• **Exercise aim**
Please copy every line below that contains the string "Midland".

• **Data**
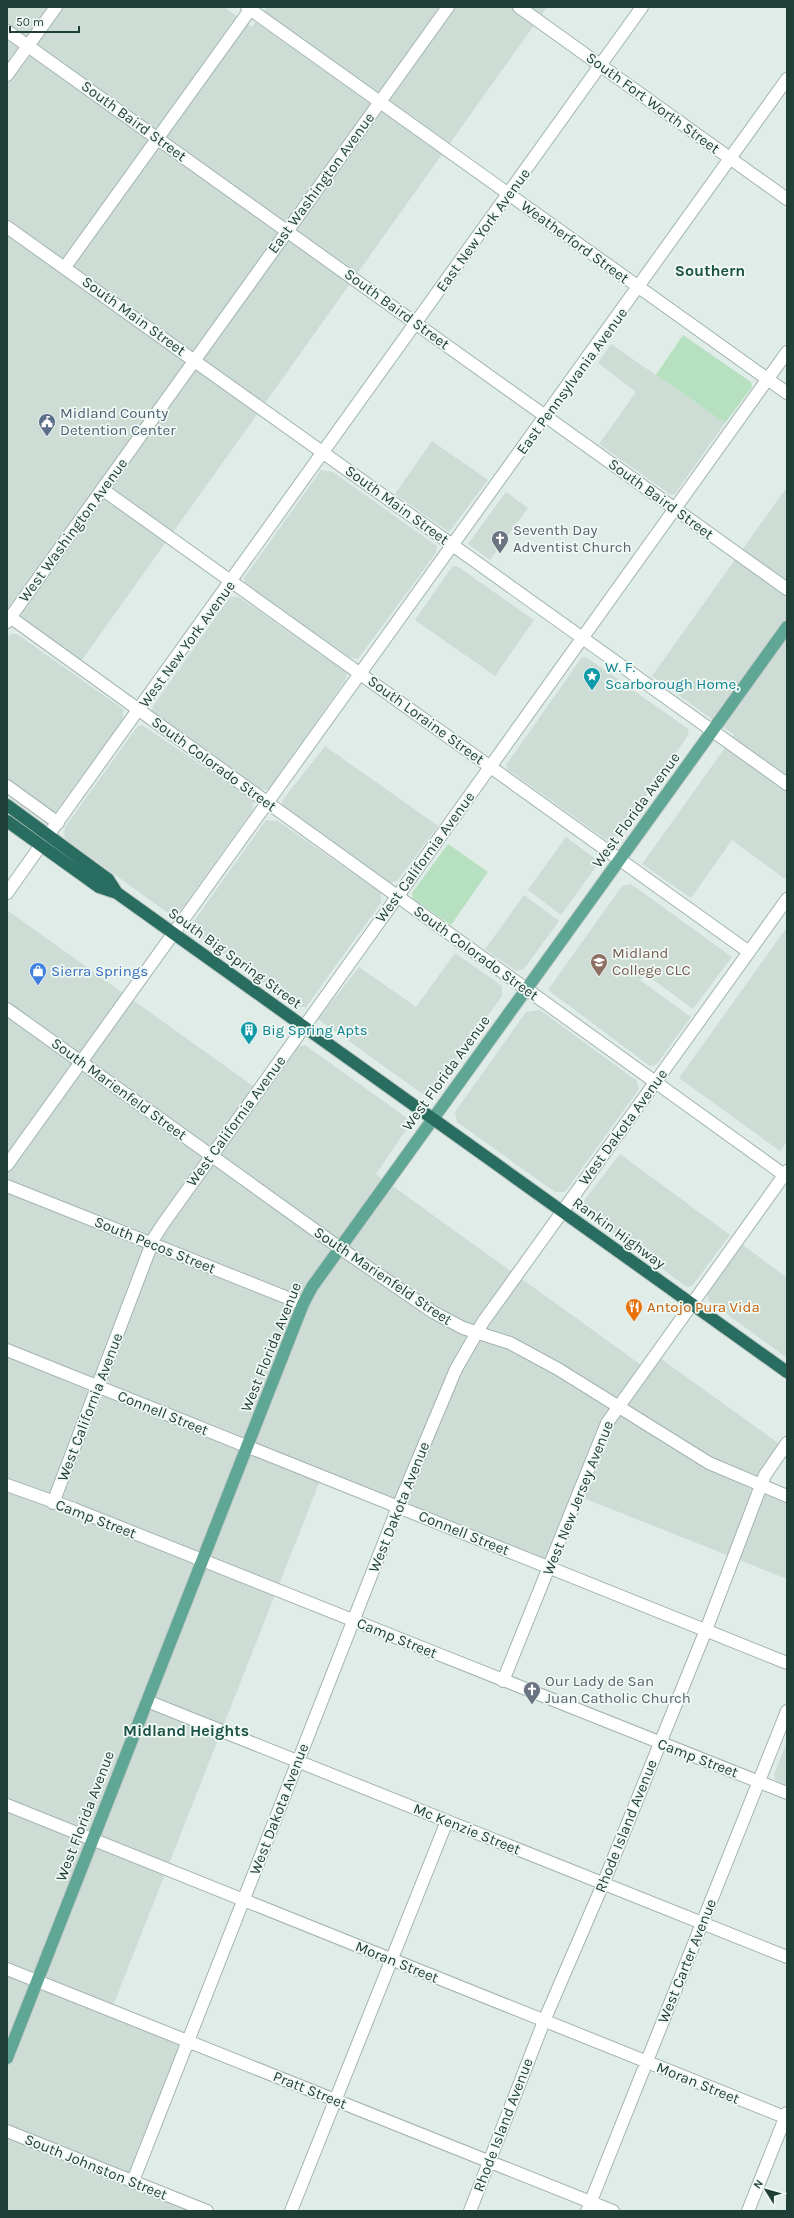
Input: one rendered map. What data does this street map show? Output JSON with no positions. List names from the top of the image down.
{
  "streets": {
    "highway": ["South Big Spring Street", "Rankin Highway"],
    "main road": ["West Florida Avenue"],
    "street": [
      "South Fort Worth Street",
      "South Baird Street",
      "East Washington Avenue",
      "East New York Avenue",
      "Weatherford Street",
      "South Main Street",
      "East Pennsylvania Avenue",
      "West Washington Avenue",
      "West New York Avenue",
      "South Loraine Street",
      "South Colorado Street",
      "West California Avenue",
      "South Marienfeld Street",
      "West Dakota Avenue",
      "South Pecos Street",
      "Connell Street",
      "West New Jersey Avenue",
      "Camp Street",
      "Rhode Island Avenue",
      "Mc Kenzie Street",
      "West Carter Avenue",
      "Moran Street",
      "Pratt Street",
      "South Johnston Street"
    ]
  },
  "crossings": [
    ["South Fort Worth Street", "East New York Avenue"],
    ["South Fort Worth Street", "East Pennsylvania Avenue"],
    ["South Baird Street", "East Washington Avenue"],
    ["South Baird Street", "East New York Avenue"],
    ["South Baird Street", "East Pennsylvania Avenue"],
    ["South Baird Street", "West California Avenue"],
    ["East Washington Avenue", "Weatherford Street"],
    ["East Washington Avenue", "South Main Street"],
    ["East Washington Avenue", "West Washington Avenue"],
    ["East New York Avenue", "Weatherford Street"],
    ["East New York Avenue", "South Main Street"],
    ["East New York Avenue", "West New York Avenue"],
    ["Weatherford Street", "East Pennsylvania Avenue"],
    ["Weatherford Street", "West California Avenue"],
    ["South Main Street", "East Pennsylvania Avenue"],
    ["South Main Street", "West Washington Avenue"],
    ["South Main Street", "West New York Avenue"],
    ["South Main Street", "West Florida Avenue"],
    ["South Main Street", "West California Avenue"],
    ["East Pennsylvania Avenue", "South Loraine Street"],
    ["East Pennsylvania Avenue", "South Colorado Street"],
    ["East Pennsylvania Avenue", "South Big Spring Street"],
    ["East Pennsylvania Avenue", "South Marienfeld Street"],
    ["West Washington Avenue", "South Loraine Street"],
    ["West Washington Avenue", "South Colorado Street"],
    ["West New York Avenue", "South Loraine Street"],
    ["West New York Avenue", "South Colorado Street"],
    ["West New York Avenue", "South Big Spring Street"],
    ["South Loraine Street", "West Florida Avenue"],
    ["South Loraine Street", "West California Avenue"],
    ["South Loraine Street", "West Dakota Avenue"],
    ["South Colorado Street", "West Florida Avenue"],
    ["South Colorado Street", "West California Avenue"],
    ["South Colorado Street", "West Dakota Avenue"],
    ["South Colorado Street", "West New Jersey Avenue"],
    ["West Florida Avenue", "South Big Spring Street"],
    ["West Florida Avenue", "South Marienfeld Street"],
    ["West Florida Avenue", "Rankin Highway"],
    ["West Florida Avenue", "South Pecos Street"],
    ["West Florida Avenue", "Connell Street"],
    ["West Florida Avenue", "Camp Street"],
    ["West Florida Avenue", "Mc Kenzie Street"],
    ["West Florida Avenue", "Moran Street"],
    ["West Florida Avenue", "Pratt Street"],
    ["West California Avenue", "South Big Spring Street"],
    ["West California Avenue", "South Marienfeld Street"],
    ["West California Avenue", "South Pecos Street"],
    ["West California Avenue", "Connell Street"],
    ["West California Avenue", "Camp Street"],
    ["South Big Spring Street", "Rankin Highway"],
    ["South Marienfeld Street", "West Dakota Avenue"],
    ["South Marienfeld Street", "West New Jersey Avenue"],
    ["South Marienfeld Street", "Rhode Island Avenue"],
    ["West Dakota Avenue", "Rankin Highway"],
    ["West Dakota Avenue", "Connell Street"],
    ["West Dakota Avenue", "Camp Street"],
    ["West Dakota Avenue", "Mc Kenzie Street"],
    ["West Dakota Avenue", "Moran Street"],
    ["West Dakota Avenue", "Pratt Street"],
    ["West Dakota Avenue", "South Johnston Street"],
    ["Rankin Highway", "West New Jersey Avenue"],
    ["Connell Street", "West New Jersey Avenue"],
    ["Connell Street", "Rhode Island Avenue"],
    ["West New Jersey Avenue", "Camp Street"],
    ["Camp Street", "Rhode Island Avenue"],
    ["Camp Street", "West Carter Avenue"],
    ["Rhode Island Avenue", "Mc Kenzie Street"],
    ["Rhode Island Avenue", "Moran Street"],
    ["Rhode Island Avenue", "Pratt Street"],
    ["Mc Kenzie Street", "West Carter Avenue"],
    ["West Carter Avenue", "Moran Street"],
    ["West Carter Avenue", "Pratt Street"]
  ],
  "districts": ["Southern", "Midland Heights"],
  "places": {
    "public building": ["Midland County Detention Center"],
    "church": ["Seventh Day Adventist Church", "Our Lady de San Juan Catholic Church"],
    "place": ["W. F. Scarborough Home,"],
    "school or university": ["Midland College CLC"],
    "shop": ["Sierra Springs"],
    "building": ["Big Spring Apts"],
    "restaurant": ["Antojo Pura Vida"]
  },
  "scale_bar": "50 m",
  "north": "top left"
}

• **Response**
  "districts": ["Southern", "Midland Heights"],
    "public building": ["Midland County Detention Center"],
    "school or university": ["Midland College CLC"],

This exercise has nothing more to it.